A Tale of Two Cities

Dave · September 10, 2013 at 10:55 pm · Filed Under Mariners 

Before the season began, the Miami Marlins blew up their roster, as they are known to do. A year after spending a bunch of money in free agency, the organization tore the team down to the bare bones. They traded away Jose Reyes, Mark Buehrle, and Josh Johnson in one single trade, then stripped almost all of the rest of the players making any real money from the roster over the rest of the off-season. They entered the season with a $40 million Opening Day payroll if you don’t count the money they were paying players to play for other teams, and it was only that high because they waited until mid-season to shed Ricky Nolasco‘s $11 million contract.
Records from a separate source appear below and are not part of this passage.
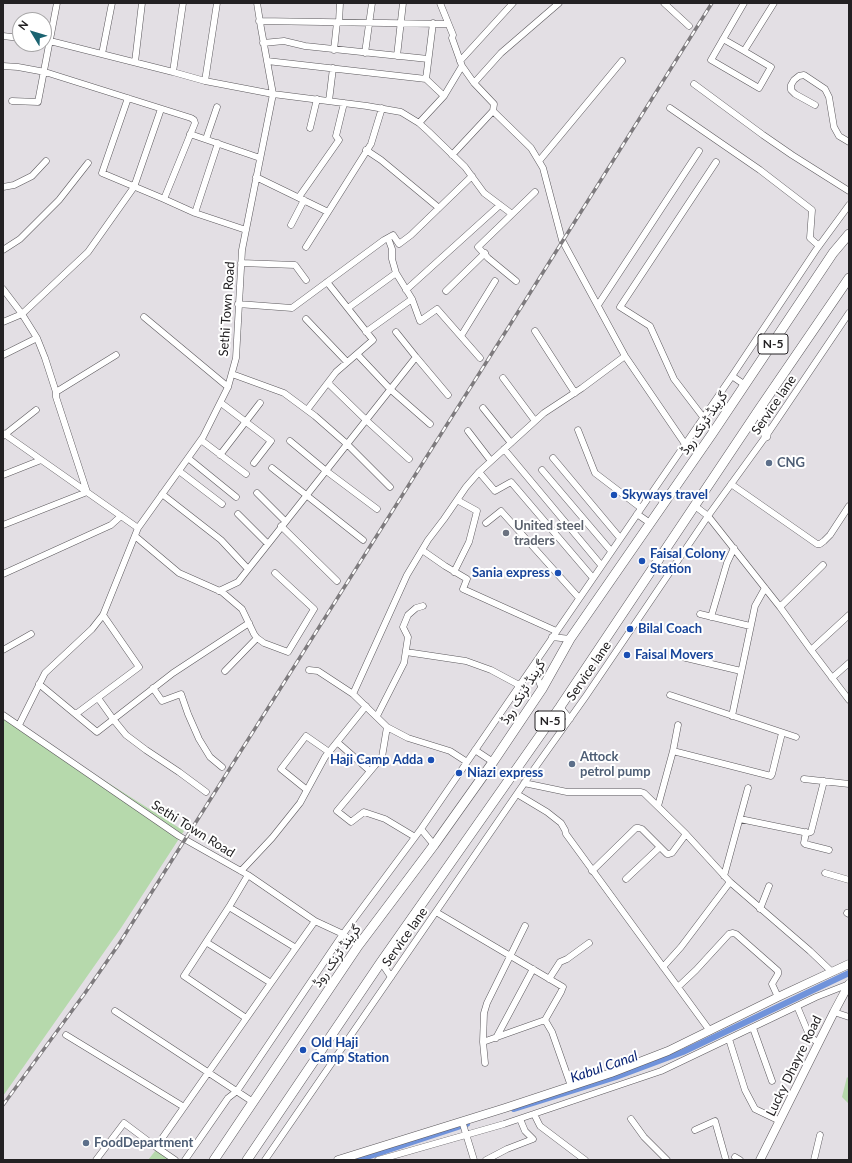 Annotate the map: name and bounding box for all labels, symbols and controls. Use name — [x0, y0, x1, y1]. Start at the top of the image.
north arrow — [12, 12, 52, 52]
text: N — [15, 18, 31, 32]
street label: Sethi Town Road — [216, 261, 238, 357]
road number: N-5 — [758, 334, 788, 354]
street label: Service lane — [748, 372, 800, 438]
street label: گرینڈ ٹرنک روڈ — [677, 388, 731, 458]
place label: CNG — [777, 455, 805, 471]
marker: CNG — [764, 458, 774, 468]
place label: Skyways travel — [622, 487, 708, 503]
marker: Skyways travel — [609, 490, 619, 500]
place label: United steel traders — [514, 518, 584, 549]
marker: United steel traders — [501, 528, 511, 538]
place label: Faisal Colony Station — [650, 546, 726, 577]
marker: Faisal Colony Station — [637, 556, 647, 566]
place label: Sania express — [472, 565, 550, 581]
marker: Sania express — [553, 568, 563, 578]
place label: Bilal Coach — [638, 621, 702, 637]
marker: Bilal Coach — [625, 624, 635, 634]
street label: Service lane — [563, 638, 615, 704]
place label: Faisal Movers — [635, 647, 714, 663]
marker: Faisal Movers — [622, 650, 632, 660]
street label: گرینڈ ٹرنک روڈ — [497, 657, 549, 727]
road number: N-5 — [535, 711, 565, 731]
place label: Attock petrol pump — [580, 749, 651, 780]
place label: Haji Camp Adda — [330, 752, 423, 768]
marker: Haji Camp Adda — [426, 755, 436, 765]
marker: Attock petrol pump — [567, 759, 577, 769]
place label: Niazi express — [467, 765, 543, 781]
marker: Niazi express — [454, 768, 464, 778]
street label: Sethi Town Road — [149, 797, 237, 861]
street label: Service lane — [379, 905, 431, 969]
street label: گرینڈ ٹرنک روڈ — [310, 922, 364, 990]
street label: Lucky Dhayre Road — [763, 1013, 825, 1119]
place label: Old Haji Camp Station — [311, 1035, 389, 1066]
marker: Old Haji Camp Station — [298, 1045, 308, 1055]
water label: Kabul Canal — [568, 1048, 640, 1086]
place label: FoodDepartment — [94, 1135, 193, 1151]
marker: FoodDepartment — [81, 1138, 91, 1148]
The highest paid player on the Marlins right now is a tie between Adeiny Hechavarria and Placido Polanco, each making $2.75 million. Greg Dobbs, at $1.6 million, is in a tie for third with Juan Pierre. You get the idea. This is not a team with Major League players, and it is not a team that put any real effort into trying to win baseball games in 2013. This was a roster of prospects and scrubs, with the Marlins doing exactly what people in Seattle accuse the Mariners of doing; going cheap for the primary purpose of making a huge profit.

The Mariners, though, put real effort into trying to field a winning team. They spent the entire off-season replacing young guys with older ones, bringing in a host of veterans who were supposed to help lead the team to a winning record. They gave Felix Hernandez a monstrous contract extension in order to keep him in Seattle. They tried to sign Josh Hamilton, then tried to trade for Justin Upton.
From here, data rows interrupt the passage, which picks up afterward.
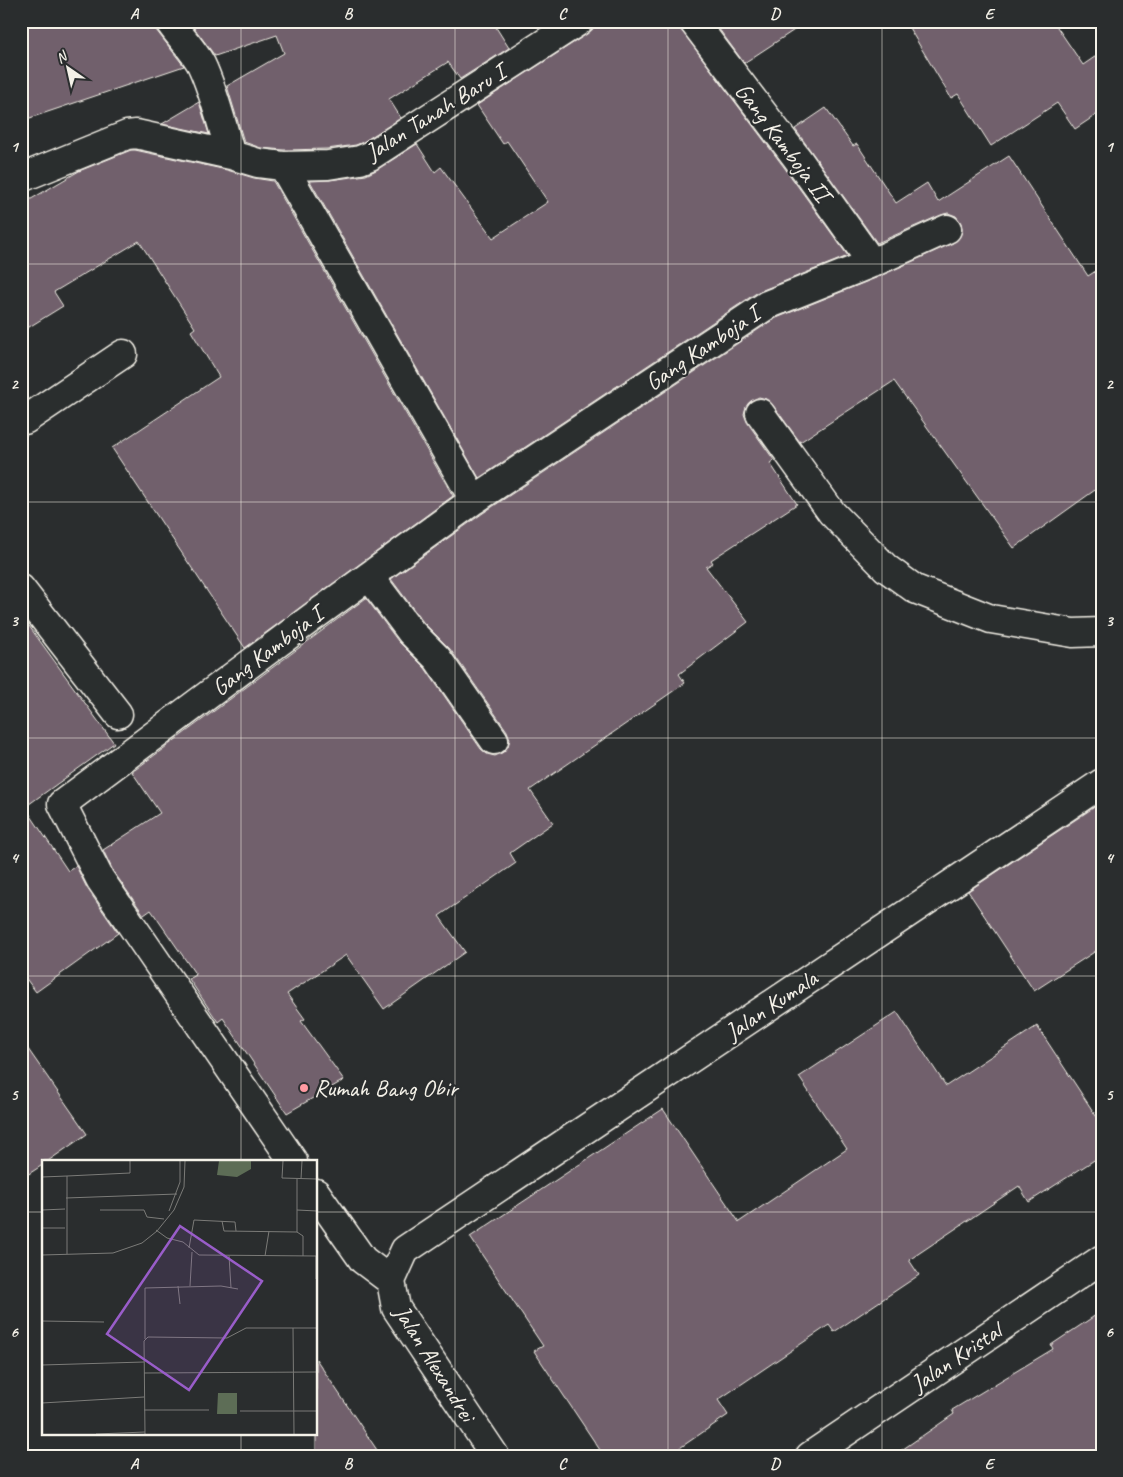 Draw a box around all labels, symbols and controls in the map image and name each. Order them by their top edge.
text: A [130,4,140,24]
text: B [344,4,354,24]
text: C [558,4,568,24]
text: D [770,4,781,24]
text: E [985,4,996,24]
north arrow [42,42,92,92]
text: N [53,47,71,67]
street label: Jalan Tanah Baru I [359,54,515,167]
street label: Gang Kamboja II [729,77,841,212]
text: 1 [10,137,19,157]
text: 1 [1105,137,1114,157]
street label: Gang Kamboja I [639,296,769,397]
text: 2 [10,374,19,394]
text: 2 [1105,374,1114,394]
street label: Gang Kamboja I [206,596,333,702]
text: 3 [10,611,19,631]
text: 3 [1105,611,1114,631]
text: 4 [10,848,19,868]
text: 4 [1105,848,1114,868]
street label: Jalan Kumala [718,962,824,1047]
place label: Rumah Bang Obir [314,1073,460,1103]
marker: Rumah Bang Obir [298,1082,310,1094]
text: 5 [11,1085,20,1105]
text: 5 [1106,1085,1115,1105]
inset map [42,1160,318,1434]
street label: Jalan Alexandrei [387,1298,484,1430]
street label: Jalan Kristal [904,1314,1010,1399]
text: 6 [10,1322,19,1342]
text: 6 [1105,1322,1114,1342]
text: A [130,1454,140,1474]
text: B [344,1454,354,1474]
text: C [558,1454,568,1474]
text: D [770,1454,781,1474]
text: E [985,1454,996,1474]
The Mariners spent the entire month of March telling anyone who would listen that they had finally built a team worth watching, a good team full of guys who could hit and were going to change the tide for the organization. This was a roster that was built with the intention of contending in 2013, or at least being good enough to get the fans interested in baseball once again.
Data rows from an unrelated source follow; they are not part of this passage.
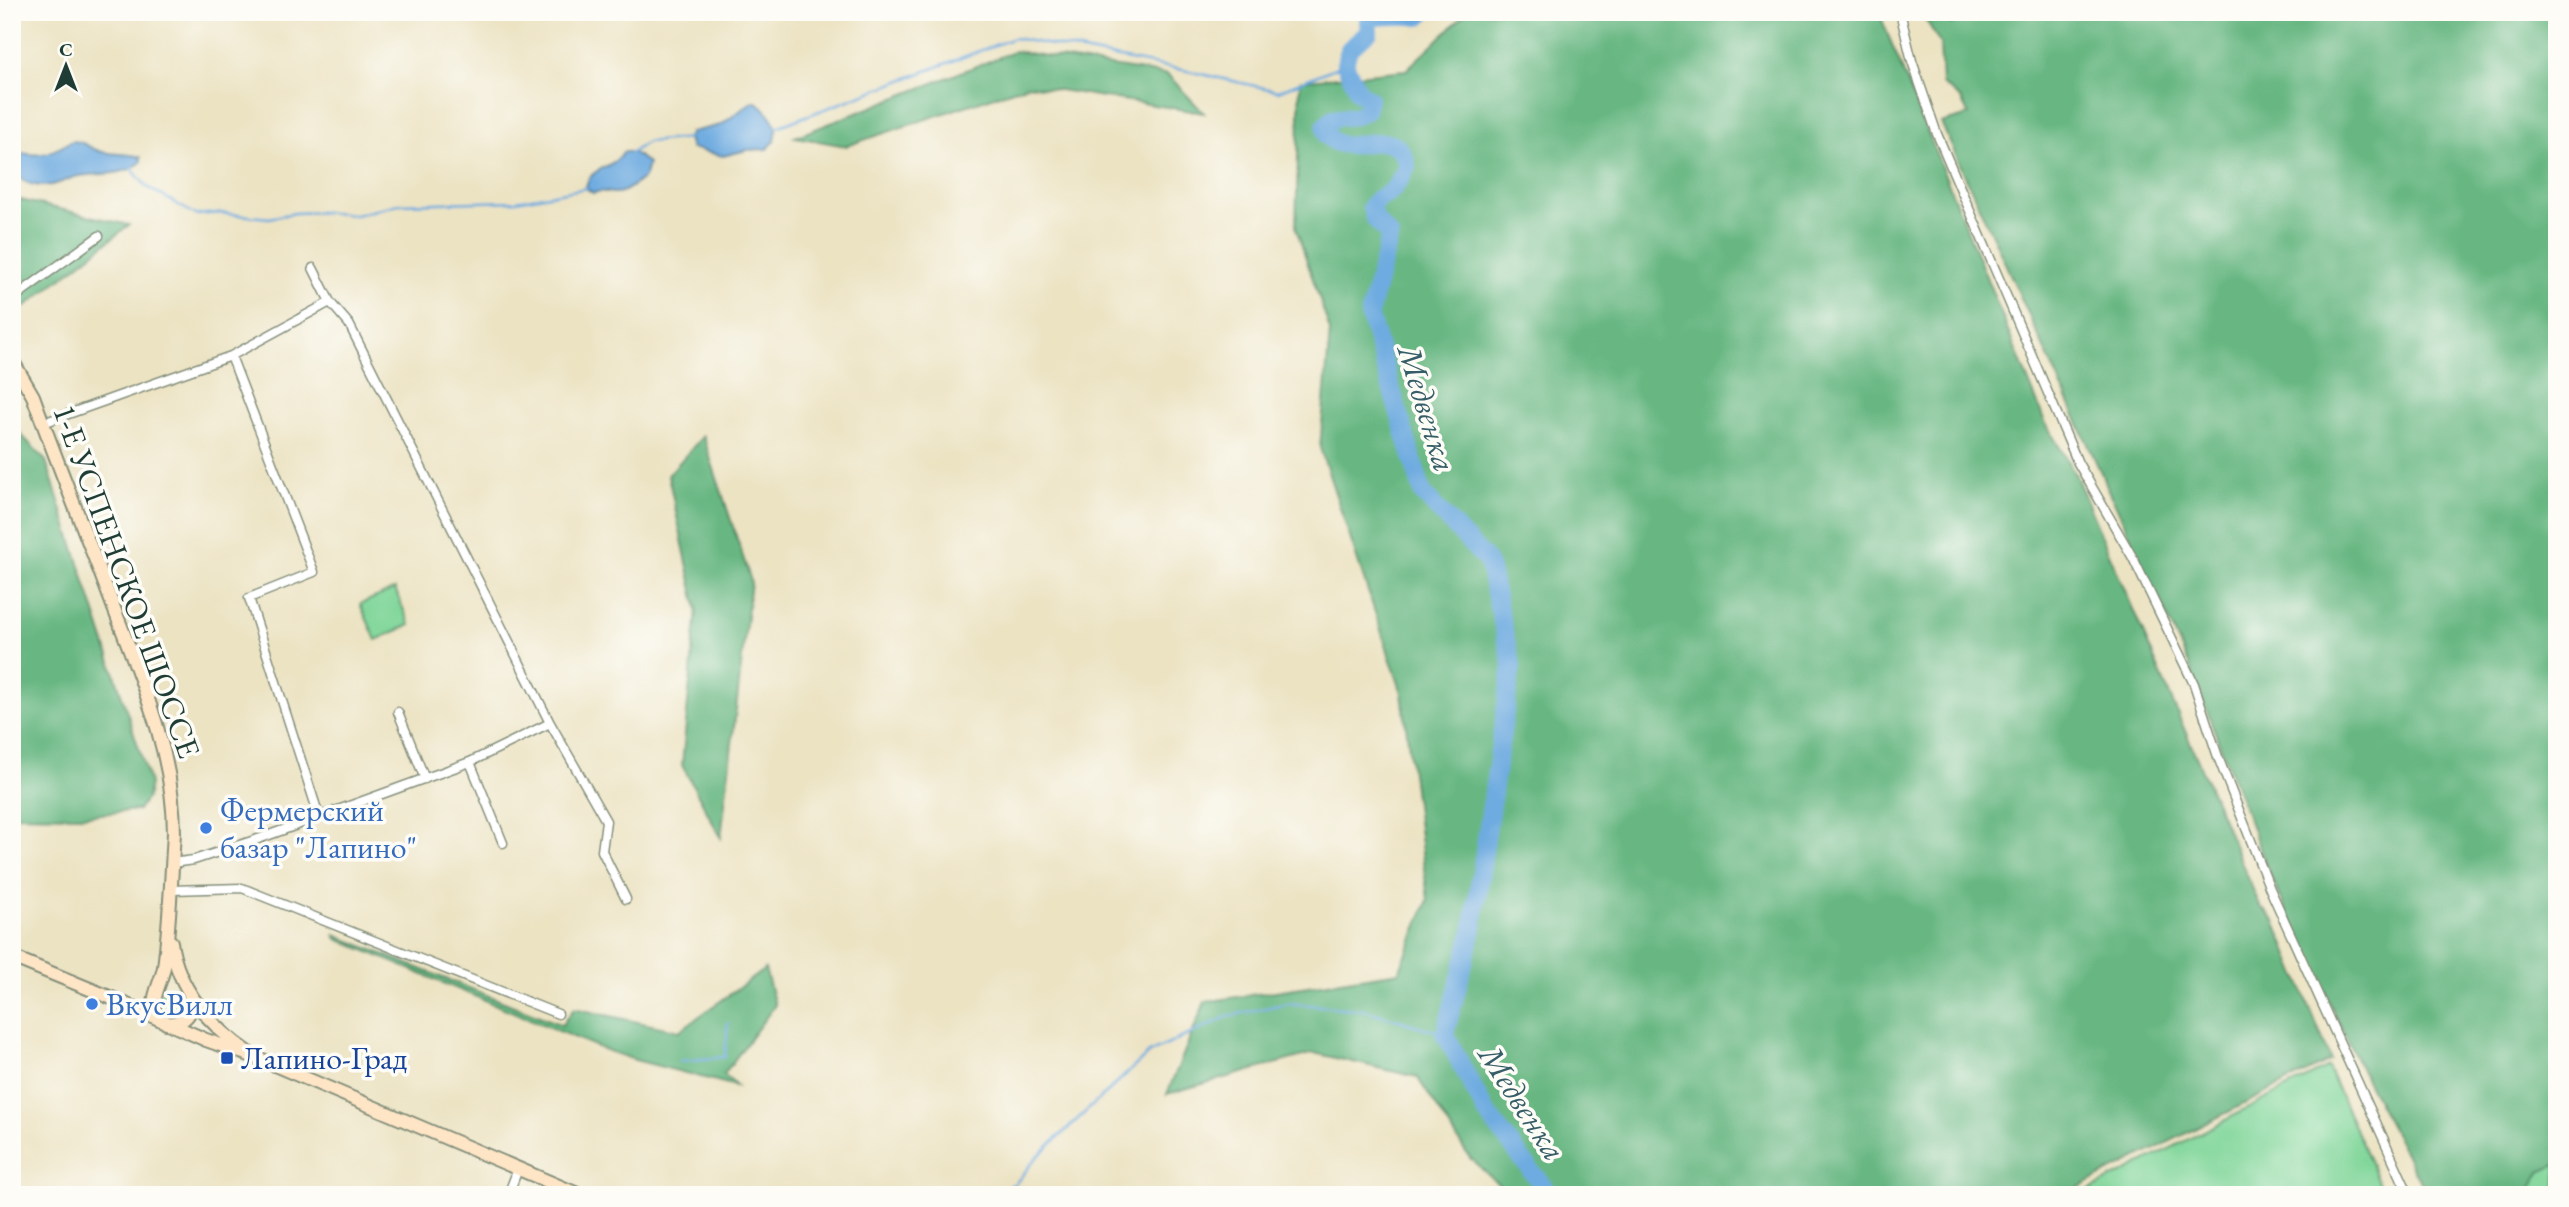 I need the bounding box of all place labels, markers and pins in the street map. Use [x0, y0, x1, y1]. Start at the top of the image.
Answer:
place label: Фермерский базар "Лапино" [220, 789, 417, 868]
marker: Фермерский базар "Лапино" [198, 820, 214, 836]
place label: ВкусВилл [106, 983, 233, 1025]
marker: ВкусВилл [84, 996, 100, 1012]
place label: Лапино-Град [241, 1037, 408, 1079]
marker: Лапино-Град [219, 1050, 235, 1066]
As of tonight, the run differential tally:

Seattle: -113
Miami: -118

The M’s tried to keep their pending free agents in order to use the last few months to spin this season as something other than a total failure; it hasn’t worked. This team is really, truly awful. This is the kind of finish that gets people fired.

But, hey, at least they’re using the opportunity to evaluate the young guys who could be part of the next good Mariners team, and not just wasting at-bats on guys who won’t shouldn’t be here next year. Oh…

Comments

15 Responses to “A Tale of Two Cities”

  1. Westside guy on September 10th, 2013 11:26 pm

    And, even worse in my mind – compared to last season, the team hasn’t really scored any more runs! They punted defense in both corners in the name of adding veteran presence and dingers, got worse behind the dish… and have given up more than 100 extra runs compared to last year without scoring any more.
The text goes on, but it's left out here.